A case study on how the portable ECG monitor identified tachyarrhythmia that holter monitor could not detect.
- Patient: 20-year-old male Chief
- Complaint: Palpitation, shortness of breath, chest pain
- Past History: WPW syndrome at 12 years old
- Case Presenter: Dr. Takashi Ashihara, Assistant Professor, Department of Cardiovascular Medicine, Heart Rhythm Centre Shiga University of Medical Science, Otsu, Japan
Since the patient suffered from vomiting and chest pains several times a year, he visited a paediatrician in Shiga University of Medical Science at the age of 12.
He was diagnosed with Type-B Wolff-Parkinson-White syndrome but he did not feel clear symptoms of palpitation. Although the paediatrician frequently ran electrocardiograms on him, no tachyarrhythmia was detected.
Recently he visited Heart Rhythm Centre of Shiga University of Medical Science since he came to feel palpitation once a week. Nevertheless, no tachyarrhythmia was detected by Holter monitor test conducted twice.
The patient was asked to take ECGs with the use of the Omron portable ECG monitor HOG801 for two weeks at times when he feels symptoms.
A week later paroxysmal supraventricular tachycardia of 200 bpm was recorded by the portable ECG monitor. The tachyarrhythmia was accompanied by palpitation, short breath, and chest pain.

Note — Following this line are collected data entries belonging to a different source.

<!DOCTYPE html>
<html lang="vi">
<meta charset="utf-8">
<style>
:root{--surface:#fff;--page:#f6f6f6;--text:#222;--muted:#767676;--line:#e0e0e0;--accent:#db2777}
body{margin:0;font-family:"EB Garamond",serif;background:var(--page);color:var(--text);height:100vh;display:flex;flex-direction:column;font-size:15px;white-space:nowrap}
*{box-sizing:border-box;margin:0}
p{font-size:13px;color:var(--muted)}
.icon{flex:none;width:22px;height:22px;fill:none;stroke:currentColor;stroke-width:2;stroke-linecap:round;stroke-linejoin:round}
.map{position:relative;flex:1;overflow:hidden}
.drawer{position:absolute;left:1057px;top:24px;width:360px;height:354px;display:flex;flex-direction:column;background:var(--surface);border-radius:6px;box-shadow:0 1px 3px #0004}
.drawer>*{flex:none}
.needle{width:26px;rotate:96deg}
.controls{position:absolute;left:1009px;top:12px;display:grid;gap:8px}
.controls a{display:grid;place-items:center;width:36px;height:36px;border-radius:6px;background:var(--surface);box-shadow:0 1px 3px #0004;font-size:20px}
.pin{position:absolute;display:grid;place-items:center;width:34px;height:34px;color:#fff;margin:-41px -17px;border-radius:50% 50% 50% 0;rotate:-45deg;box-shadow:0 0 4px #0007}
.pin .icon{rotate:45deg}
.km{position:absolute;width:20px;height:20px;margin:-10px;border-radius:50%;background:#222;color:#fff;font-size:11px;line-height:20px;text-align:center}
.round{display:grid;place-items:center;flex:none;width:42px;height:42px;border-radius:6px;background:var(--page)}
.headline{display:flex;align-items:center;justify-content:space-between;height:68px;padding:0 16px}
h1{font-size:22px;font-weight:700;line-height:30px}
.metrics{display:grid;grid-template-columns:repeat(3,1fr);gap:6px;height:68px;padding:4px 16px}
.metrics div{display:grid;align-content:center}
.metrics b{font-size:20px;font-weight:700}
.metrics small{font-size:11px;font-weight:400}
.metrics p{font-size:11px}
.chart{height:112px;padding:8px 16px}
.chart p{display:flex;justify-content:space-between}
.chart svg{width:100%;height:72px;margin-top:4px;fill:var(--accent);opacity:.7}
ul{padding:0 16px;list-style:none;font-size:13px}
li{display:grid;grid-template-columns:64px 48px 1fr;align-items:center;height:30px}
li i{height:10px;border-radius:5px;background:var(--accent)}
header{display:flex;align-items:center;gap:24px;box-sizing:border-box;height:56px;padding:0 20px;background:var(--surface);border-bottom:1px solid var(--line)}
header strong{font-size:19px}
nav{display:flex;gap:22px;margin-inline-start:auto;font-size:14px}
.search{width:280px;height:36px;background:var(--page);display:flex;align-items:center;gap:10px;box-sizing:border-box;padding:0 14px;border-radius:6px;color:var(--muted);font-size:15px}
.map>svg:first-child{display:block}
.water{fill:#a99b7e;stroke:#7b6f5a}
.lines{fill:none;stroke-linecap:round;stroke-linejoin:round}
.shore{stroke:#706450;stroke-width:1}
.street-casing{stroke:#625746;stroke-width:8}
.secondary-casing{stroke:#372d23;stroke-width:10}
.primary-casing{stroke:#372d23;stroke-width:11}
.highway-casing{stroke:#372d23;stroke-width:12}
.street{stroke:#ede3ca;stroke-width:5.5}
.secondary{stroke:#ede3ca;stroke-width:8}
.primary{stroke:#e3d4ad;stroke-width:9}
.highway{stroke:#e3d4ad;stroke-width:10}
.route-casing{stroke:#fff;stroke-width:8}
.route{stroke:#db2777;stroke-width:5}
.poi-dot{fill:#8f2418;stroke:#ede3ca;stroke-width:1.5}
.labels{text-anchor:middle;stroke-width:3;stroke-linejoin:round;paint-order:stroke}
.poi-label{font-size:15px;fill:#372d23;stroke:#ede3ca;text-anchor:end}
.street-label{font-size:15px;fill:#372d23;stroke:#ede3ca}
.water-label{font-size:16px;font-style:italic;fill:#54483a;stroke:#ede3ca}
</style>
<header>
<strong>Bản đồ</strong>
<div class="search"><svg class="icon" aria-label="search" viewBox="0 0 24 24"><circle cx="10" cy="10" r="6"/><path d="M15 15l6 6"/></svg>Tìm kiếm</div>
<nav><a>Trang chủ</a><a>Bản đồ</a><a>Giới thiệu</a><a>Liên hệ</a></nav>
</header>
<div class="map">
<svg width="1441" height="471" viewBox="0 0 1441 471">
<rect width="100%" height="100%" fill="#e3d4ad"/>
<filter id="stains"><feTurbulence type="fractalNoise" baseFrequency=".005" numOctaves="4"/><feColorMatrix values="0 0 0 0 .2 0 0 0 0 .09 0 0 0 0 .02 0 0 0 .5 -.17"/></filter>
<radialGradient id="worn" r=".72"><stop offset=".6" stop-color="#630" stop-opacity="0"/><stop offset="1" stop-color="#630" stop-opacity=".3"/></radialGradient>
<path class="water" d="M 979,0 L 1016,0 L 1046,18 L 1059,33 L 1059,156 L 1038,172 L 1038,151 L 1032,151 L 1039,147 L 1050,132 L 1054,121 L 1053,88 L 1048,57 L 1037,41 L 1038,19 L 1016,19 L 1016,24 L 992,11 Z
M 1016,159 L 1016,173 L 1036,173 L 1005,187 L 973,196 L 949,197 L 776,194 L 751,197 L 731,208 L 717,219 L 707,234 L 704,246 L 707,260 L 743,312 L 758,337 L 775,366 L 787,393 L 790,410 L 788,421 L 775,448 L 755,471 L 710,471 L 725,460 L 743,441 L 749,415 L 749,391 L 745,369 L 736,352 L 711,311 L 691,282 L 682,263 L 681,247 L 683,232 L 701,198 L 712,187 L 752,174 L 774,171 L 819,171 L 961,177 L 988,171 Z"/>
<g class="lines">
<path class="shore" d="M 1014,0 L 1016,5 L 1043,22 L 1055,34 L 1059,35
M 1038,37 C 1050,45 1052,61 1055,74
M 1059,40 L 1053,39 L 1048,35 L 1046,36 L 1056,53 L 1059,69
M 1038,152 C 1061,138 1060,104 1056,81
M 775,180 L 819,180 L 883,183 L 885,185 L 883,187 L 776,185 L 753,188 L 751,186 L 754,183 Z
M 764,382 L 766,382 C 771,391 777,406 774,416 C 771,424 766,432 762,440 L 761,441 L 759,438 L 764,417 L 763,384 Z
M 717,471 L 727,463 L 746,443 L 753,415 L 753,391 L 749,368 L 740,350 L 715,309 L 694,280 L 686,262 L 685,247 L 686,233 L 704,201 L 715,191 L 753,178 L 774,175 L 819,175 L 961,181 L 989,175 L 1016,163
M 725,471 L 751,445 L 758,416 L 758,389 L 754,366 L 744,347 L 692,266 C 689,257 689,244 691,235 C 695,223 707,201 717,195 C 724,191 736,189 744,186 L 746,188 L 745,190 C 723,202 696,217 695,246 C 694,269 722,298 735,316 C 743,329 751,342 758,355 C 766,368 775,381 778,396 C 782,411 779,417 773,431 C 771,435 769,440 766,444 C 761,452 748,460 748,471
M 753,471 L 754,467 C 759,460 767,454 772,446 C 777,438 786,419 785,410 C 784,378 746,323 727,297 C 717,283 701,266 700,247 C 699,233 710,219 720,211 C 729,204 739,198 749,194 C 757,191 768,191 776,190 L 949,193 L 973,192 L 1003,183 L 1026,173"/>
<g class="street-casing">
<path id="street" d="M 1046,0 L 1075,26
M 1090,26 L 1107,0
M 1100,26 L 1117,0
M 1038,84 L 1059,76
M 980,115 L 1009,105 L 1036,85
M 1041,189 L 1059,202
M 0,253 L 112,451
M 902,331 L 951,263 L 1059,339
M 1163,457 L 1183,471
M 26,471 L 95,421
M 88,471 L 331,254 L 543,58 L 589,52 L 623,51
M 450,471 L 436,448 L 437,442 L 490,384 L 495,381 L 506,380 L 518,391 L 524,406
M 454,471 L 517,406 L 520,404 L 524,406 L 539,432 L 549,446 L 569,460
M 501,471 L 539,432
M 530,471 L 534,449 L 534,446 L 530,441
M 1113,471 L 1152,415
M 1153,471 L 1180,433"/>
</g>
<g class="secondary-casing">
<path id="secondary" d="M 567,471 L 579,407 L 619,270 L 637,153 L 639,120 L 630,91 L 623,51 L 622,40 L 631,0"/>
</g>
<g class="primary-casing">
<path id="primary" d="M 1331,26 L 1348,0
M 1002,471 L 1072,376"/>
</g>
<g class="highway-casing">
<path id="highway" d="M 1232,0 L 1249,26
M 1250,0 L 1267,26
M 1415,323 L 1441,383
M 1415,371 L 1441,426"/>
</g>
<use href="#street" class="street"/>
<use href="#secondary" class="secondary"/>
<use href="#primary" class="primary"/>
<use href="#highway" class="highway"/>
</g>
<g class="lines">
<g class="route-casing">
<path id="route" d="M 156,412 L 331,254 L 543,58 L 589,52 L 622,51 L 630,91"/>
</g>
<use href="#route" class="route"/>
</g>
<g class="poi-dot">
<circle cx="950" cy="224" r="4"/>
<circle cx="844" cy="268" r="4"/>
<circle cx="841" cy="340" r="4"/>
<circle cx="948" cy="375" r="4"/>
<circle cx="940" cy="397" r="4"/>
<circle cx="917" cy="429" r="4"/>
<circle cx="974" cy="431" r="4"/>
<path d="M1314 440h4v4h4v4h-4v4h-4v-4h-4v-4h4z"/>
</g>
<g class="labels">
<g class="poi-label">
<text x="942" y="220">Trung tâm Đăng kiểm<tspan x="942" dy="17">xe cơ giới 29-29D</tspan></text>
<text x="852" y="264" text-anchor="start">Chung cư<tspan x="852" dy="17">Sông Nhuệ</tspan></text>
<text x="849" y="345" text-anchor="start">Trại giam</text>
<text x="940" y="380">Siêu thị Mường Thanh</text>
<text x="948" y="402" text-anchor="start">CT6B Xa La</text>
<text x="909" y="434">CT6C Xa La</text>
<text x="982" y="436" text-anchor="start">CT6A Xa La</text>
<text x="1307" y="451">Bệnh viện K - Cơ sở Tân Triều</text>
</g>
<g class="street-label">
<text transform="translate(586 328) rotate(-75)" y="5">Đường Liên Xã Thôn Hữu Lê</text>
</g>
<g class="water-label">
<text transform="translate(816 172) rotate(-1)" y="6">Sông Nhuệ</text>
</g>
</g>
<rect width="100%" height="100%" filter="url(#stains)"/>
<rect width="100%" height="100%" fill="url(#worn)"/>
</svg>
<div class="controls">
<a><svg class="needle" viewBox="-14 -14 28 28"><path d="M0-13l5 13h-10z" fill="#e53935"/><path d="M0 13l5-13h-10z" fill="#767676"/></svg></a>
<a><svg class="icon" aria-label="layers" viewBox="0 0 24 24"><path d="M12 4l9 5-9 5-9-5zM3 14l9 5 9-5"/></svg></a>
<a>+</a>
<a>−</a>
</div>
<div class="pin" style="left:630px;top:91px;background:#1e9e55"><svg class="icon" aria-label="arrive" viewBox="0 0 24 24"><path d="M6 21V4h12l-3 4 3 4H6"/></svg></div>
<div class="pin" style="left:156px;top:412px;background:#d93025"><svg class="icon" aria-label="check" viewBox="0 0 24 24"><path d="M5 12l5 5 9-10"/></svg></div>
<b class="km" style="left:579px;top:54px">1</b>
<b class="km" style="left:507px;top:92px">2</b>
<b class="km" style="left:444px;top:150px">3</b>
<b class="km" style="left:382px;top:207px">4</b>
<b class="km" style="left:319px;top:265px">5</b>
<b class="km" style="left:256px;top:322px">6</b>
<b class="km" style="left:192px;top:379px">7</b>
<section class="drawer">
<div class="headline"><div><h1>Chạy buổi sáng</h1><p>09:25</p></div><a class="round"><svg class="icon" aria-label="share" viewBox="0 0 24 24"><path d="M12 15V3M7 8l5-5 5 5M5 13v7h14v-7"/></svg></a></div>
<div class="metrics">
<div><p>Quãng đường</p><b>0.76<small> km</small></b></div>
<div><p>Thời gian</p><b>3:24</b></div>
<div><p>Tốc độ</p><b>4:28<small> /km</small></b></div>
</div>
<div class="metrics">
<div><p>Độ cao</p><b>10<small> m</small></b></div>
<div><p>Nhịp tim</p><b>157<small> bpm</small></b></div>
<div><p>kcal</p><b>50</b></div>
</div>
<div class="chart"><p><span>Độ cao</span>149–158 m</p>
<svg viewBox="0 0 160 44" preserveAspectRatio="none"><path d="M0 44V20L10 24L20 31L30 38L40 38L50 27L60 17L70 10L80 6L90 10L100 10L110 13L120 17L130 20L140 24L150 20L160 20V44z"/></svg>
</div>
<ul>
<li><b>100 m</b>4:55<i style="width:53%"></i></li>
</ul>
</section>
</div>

A few weeks later, cardiac electro physiologic study was conducted and the uncommon-type atrio ventricular reciprocating tachycardia, propagating via an accessory pathway located at posterior wall of right ventricle, was identified.
The accessory pathway was disconnected by radiofrequency catheter ablation, and consequently the atrio-ventricular reciprocating tachycardia was permanently cured.
Dr. Ashihara's Comments
"It is necessary for us to confirm tachyarrhythmia on ECGs before we perform radiofrequency catheter ablation although a Holter monitor is usually used for patients with infrequent arrhythmias, we strongly recommend the use of Omron portable ECG monitor together with the Holter monitor.
"Actually, in our experiences, the portable ECG monitor could detect arrhythmias in 11 of 14 patients (79%) who noticed symptoms but whose arrhythmias were not detected by the Holter monitor.
"The average length of time until the portable ECG monitors detected symptomatic arrhythmias was 3.2 days (up to 12 days). We additionally found that the quality of life of the patients was apparently improved since the portable ECG monitors provided them a sense of security."